May 12, 2018

Mask R-CNN

Object Detection and Segmentation using different Backbone Architectures and training Datasets

Team Members: Srikanth Kilaru, Michael Wiznitzer, Solomon Wiznitzer

Northwestern University ME 349: Machine Learning (Spring 2018)

Abstract

Object detection is the process of finding instances of real-world objects such as people, cars, bicycles, and buildings in images or videos. Object detection algorithms typically use extracted features and learning algorithms to recognize instances of an object category. Object detection is commonly used in applications such as image retrieval, robotics, security, surveillance, and advanced driver assistance systems (ADAS). Object detection and segmentation is an area of significant R&D activity in both academia and industry. Facebook AI Research (FAIR) Labs open sourced their latest object detection and segmentation algorithm, code named Detectron, in the interest of attracting more users and contributors for these algorithms.

Task

We leveraged the modular nature of the Detectron code base to replace the default backbone from ResNet50 / ResNet101 to a backbone that is not already provided in their ‘model zoo’. We added a new backbone, the Google Inception_ResNet_v2 CNN to the model zoo, which was implemented in python utilizing Caffe2, and tested the object detection and segmentation capabilities of the model when trained on the PASCAL VOC 2012 & MS COCO dataset. Inference produces images that are overlaid with segmentation mask and bounding box of the object instances along with their classification and associated confidence level.

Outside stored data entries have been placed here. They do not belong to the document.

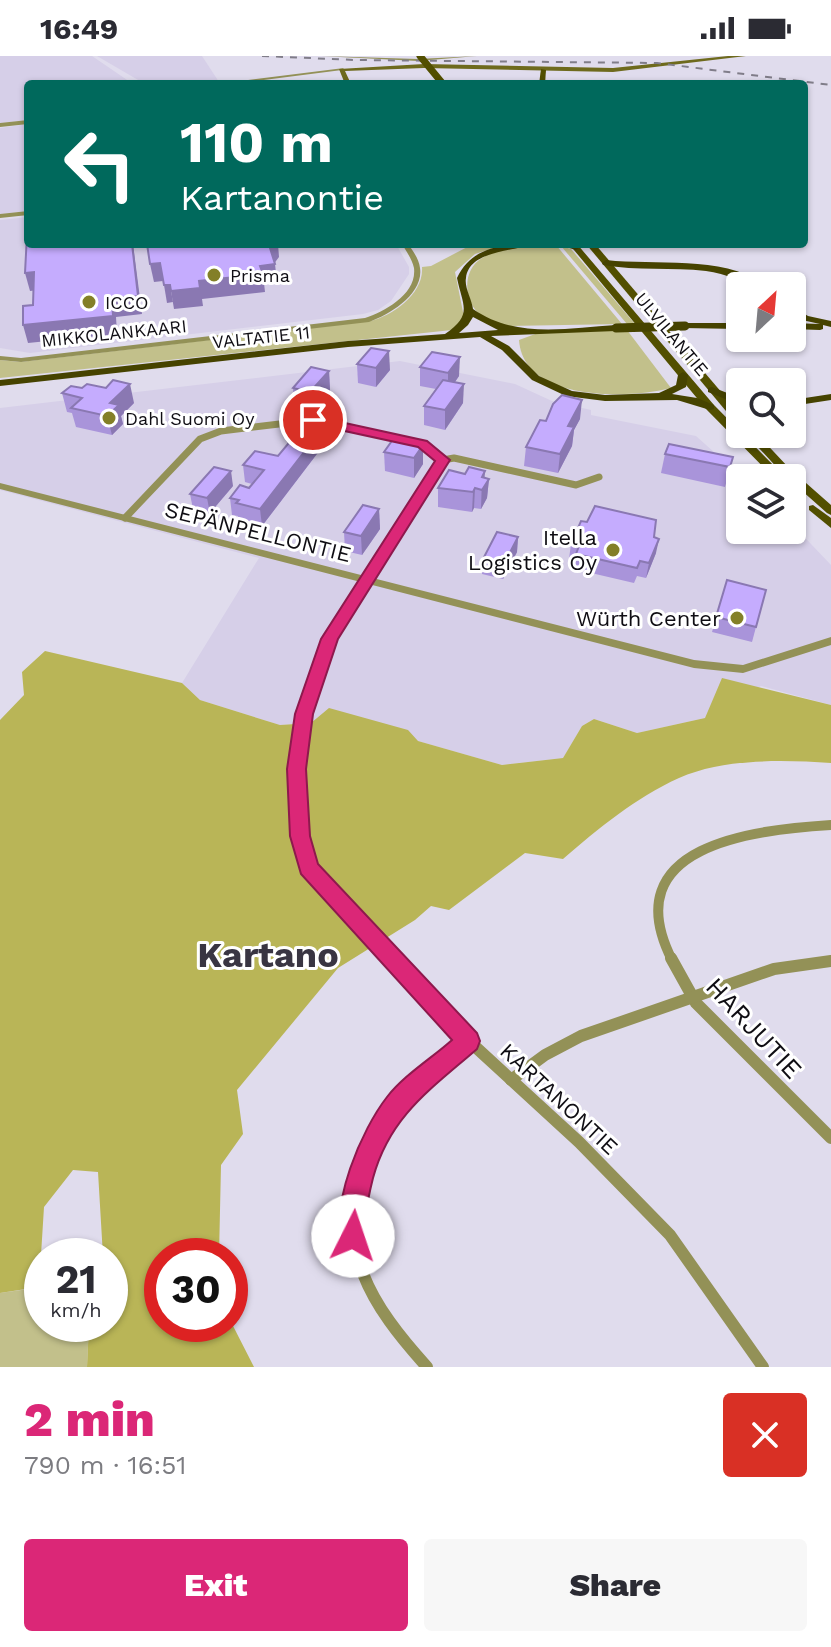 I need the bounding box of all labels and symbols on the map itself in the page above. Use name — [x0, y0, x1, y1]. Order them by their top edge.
place label: Prisma — [230, 265, 290, 286]
marker: Prisma — [205, 266, 223, 284]
north arrow — [726, 272, 806, 352]
street label: ULVILANTIE — [631, 288, 713, 380]
place label: ICCO — [105, 292, 149, 313]
marker: ICCO — [80, 293, 98, 311]
street label: MIKKOLANKAARI — [40, 315, 188, 351]
street label: VALTATIE 11 — [211, 321, 311, 353]
pin — [279, 386, 347, 454]
place label: Dahl Suomi Oy — [125, 408, 255, 429]
marker: Dahl Suomi Oy — [100, 409, 118, 427]
street label: SEPÄNPELLONTIE — [162, 497, 354, 567]
place label: Itella Logistics Oy — [468, 525, 598, 575]
marker: Itella Logistics Oy — [604, 541, 622, 559]
place label: Würth Center — [576, 606, 721, 631]
marker: Würth Center — [728, 609, 746, 627]
district label: Kartano — [197, 934, 339, 976]
street label: HARJUTIE — [700, 971, 808, 1085]
street label: KARTANONTIE — [495, 1038, 623, 1160]
position arrow — [311, 1194, 395, 1278]
speed limit sign: 30 — [144, 1238, 248, 1342] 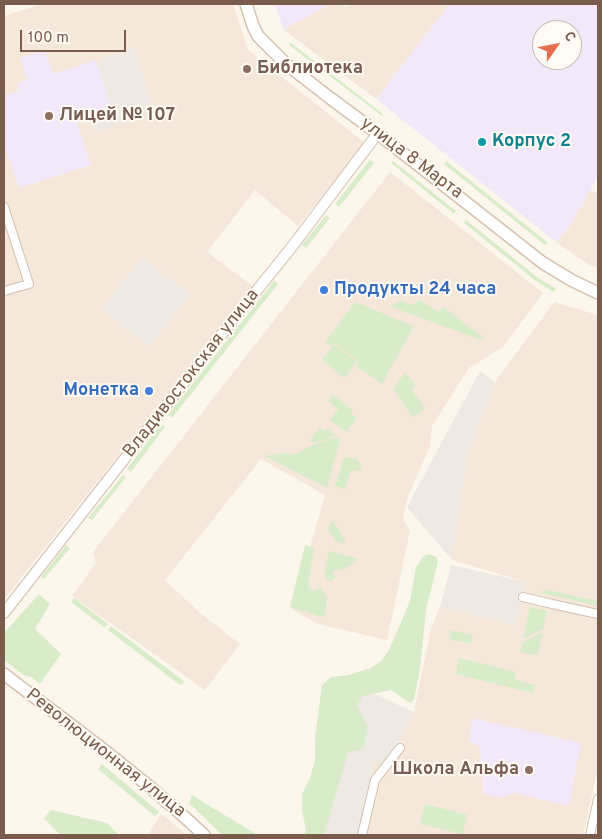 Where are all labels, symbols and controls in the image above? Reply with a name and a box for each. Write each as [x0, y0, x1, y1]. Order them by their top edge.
scale bar [22, 20, 129, 52]
north arrow [532, 20, 582, 70]
text: 100 m [28, 29, 69, 48]
text: С [560, 29, 579, 45]
place label: Библиотека [257, 58, 363, 80]
marker: Библиотека [241, 63, 253, 75]
place label: Лицей № 107 [59, 105, 175, 127]
marker: Лицей № 107 [43, 110, 55, 122]
street label: улица 8 Марта [355, 113, 467, 205]
place label: Корпус 2 [492, 131, 571, 153]
marker: Корпус 2 [476, 136, 488, 148]
place label: Продукты 24 часа [334, 279, 496, 301]
marker: Продукты 24 часа [318, 284, 330, 296]
street label: Владивостокская улица [119, 285, 265, 463]
place label: Монетка [63, 380, 139, 402]
marker: Монетка [143, 385, 155, 397]
street label: Революционная улица [21, 685, 189, 823]
place label: Школа Альфа [393, 759, 519, 781]
marker: Школа Альфа [523, 764, 535, 776]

Example 1: Detectron+Inception output has low confidence of person but detects it anyway. Low confidence is probably due to person's keypoints are almost blended with motorcycle and the segment mask seems to fit the the typical human frame starting from head/helmet down.

Results

Detectron with Inception as a backbone did not perform as well as with Resnet. Some of the images could not be infered at all, even incorrectly, after lowering the detection threshold for bounding boxes, from a default of 0.7 to 0.3. In addition, the lack of the FPN feature (please see detailed report) in our testing could have contributed to the low accuracy of the inference. Please see sample results from inference below. For a more complete list of inferences based on Inception model, please see the inception-inference-coco folder.

Further background and Detailed Report

Deep Learning (CNN) architectures such as AlexNet, VGG, Resnet and Inception have proven to be very successful in image classification tasks. However they were not particularly useful for object detection. A key advance in the area of object detection and segmentation has been the work done by some researchers who now work at Facebook.

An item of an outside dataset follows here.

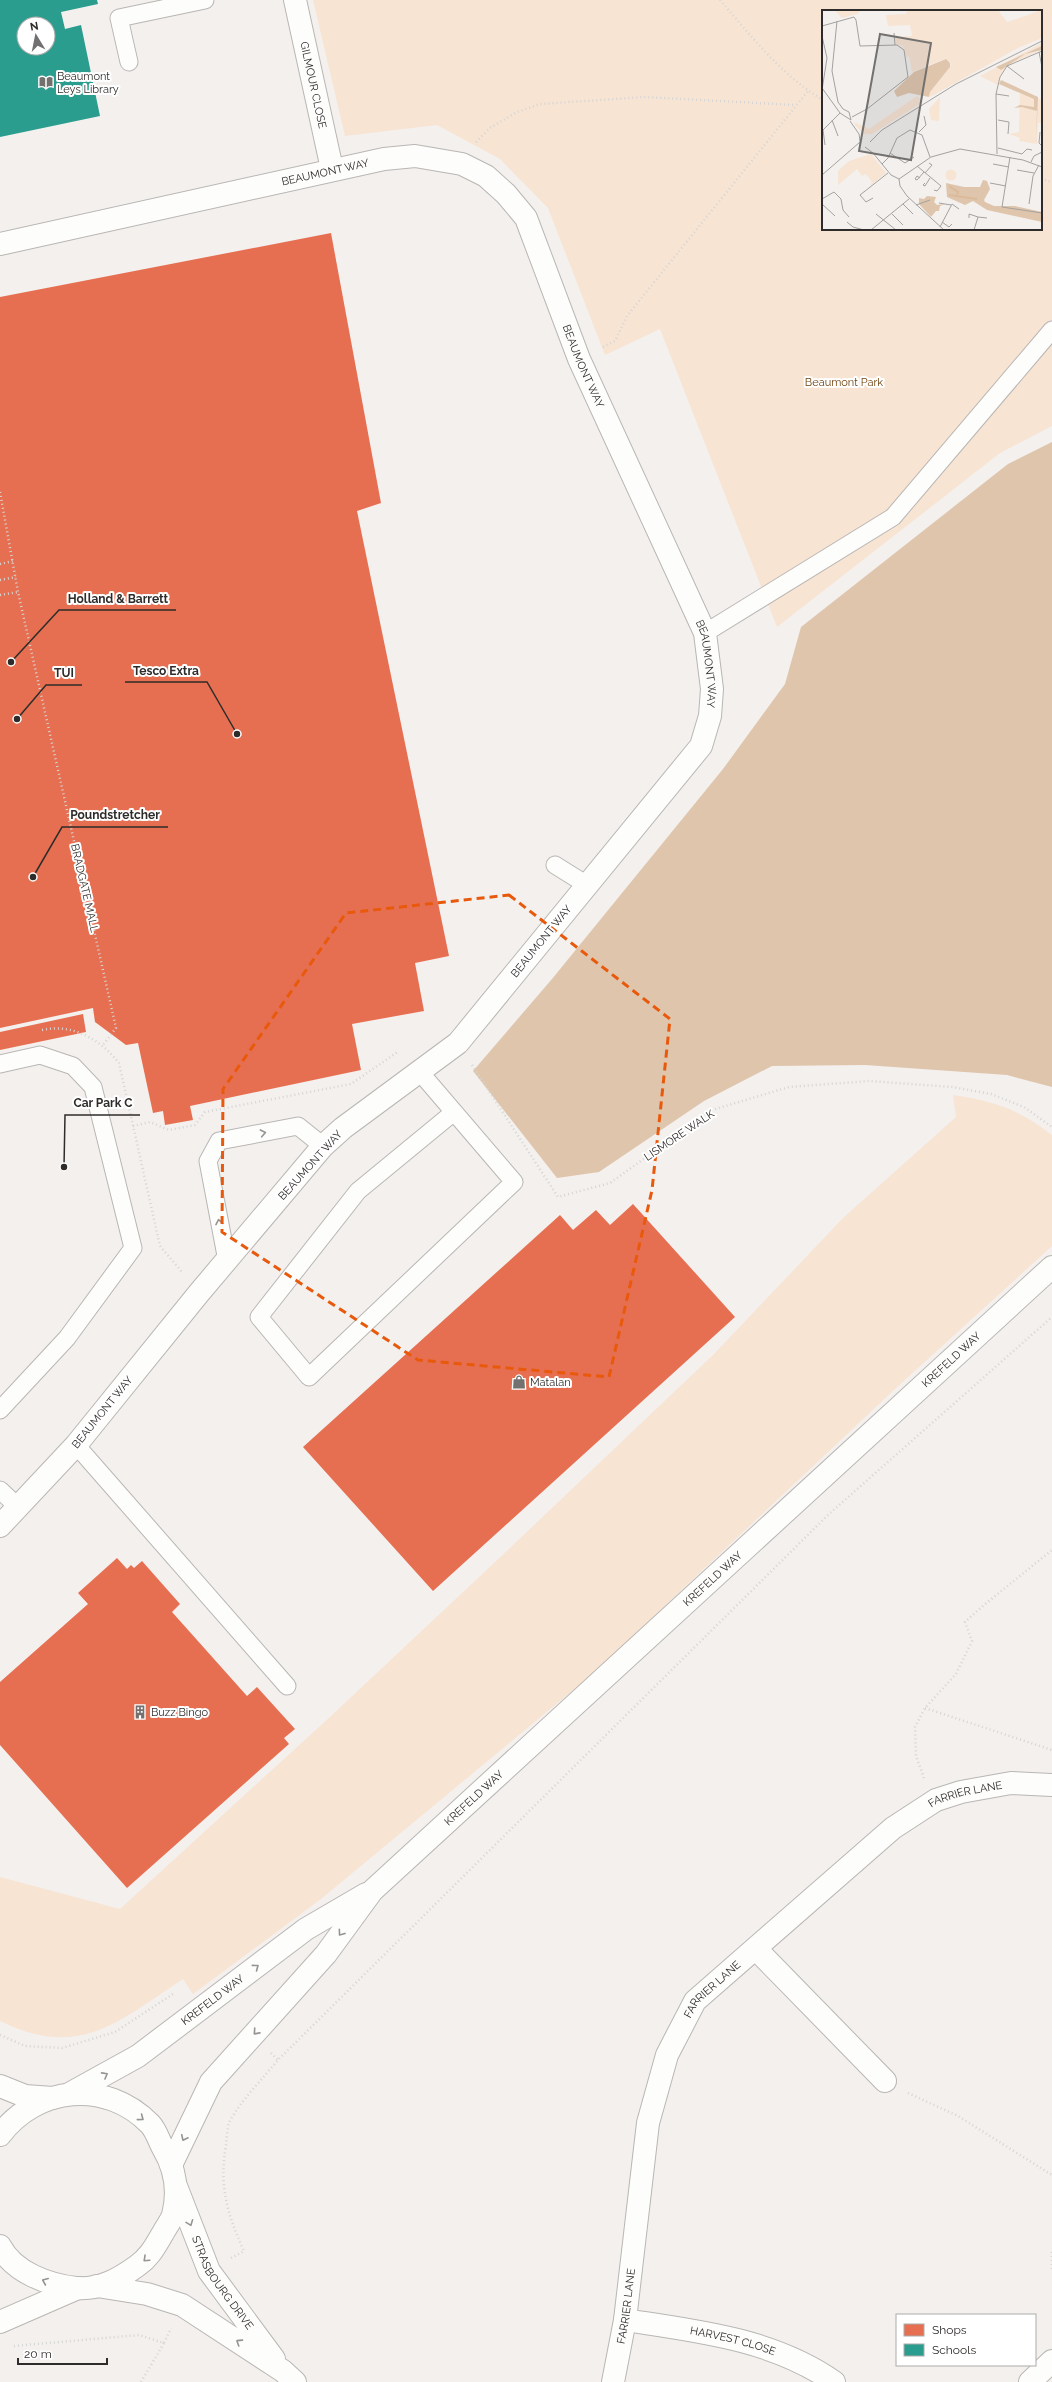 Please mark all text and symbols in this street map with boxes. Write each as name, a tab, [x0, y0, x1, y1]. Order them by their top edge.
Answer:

To increase the accuracy and performance of object detection algorithms, these researchers, introduced a Region of Interest (ROI) Proposal Network (RPN) that shares full-image convolutional features with the main detection network (also refered to as the ‘backbone’), thus enabling nearly cost-free region proposals. An RPN is a fully convolutional network that simultaneously predicts object bounds and objectness scores at each position. The RPN is trained end-to-end to generate high-quality region proposals, and then merge the RPN and CNN into a single network by sharing their convolutional features. The RPN portion tells the unified network where to look.

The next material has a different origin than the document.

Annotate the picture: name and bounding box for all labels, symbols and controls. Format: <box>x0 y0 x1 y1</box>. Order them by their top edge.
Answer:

A further enhancement made in the last 18 months was the development of the FPN. Feature pyramids are a basic component in recognition systems for detecting objects at different scales. But many deep learning object detectors have avoided pyramid representations, in part because they are compute and memory intensive. But the FAIR team exploits the inherent multi-scale pyramidal hierarchy of deep convolutional networks to construct feature pyramids with marginal extra cost. A top down architecture with lateral connections is developed for building high-level semantic feature maps at all scales. This architecture is called a Feature Pyramid Network (FPN), and it has shown significant improvement as a generic feature extractor in several applications.

The modular nature of the Detectron code base enabled us to replace the default backbone from ResNet50 / ResNet101 to a VGG or any other backbone that is not already provided in their ‘model zoo’. We added a new backbone, the Google Inception_ResNet_v2 to the model zoo. The way the FPN feature part of Detectron is currently developed, it makes it extremely challenging to plugin non-ResNet models(like VGG and Inception) to the FPN. Hence we had to turn off the FPN feature when testing the Inception module. Our results show that with a new previously untested backbone and with the FPN off, the object detection capabilities of the model when trained on the MS COCO dataset and PASCAL VOC 2012 is marginal. Please see the below table for the Mean Average Precision when Inception was trained and validated on the COCO dataset using the rules of the COCO website.

Here is a list of files added and changed in the Detectron code base -

Some sample images with object detection and segmentation working correctly when Detectron uses the Inception backbone and is trained on the MS COCO dataset -

Example 2: Detectron+Inception output showing persons and a car

Example 3: Detectron+Inception output showing several persons on the deck but misses the boats

Some sample images with object detection and segmentation NOT working correctly when Detectron uses the Inception backbone and is trained on the MS COCO dataset -

Example 4: Detectron+Inception output with poor detection. It however detects the lower part of the person

Some sample images with object detection and segmentation working very marginally or missing detection of significant (number of) objects in the image -

Example 5: Detectron+Inception output missing several key points including people, automobiles and cycles. It gets a portion of the motorcycle right

Future Work

This project exposed us to the inner working of how world class CNNs are actually implemented especially using Deep Learning frameworks for GPU enabled machines like Caffe. If time permitting, in the future we would like to rewrite the interface between FPN and non-ResNet backbones so that it is much easier to plug in these backbones without giving up FPN functionality. This would enable us to do a fair comaprison with the results published by the FAIR team.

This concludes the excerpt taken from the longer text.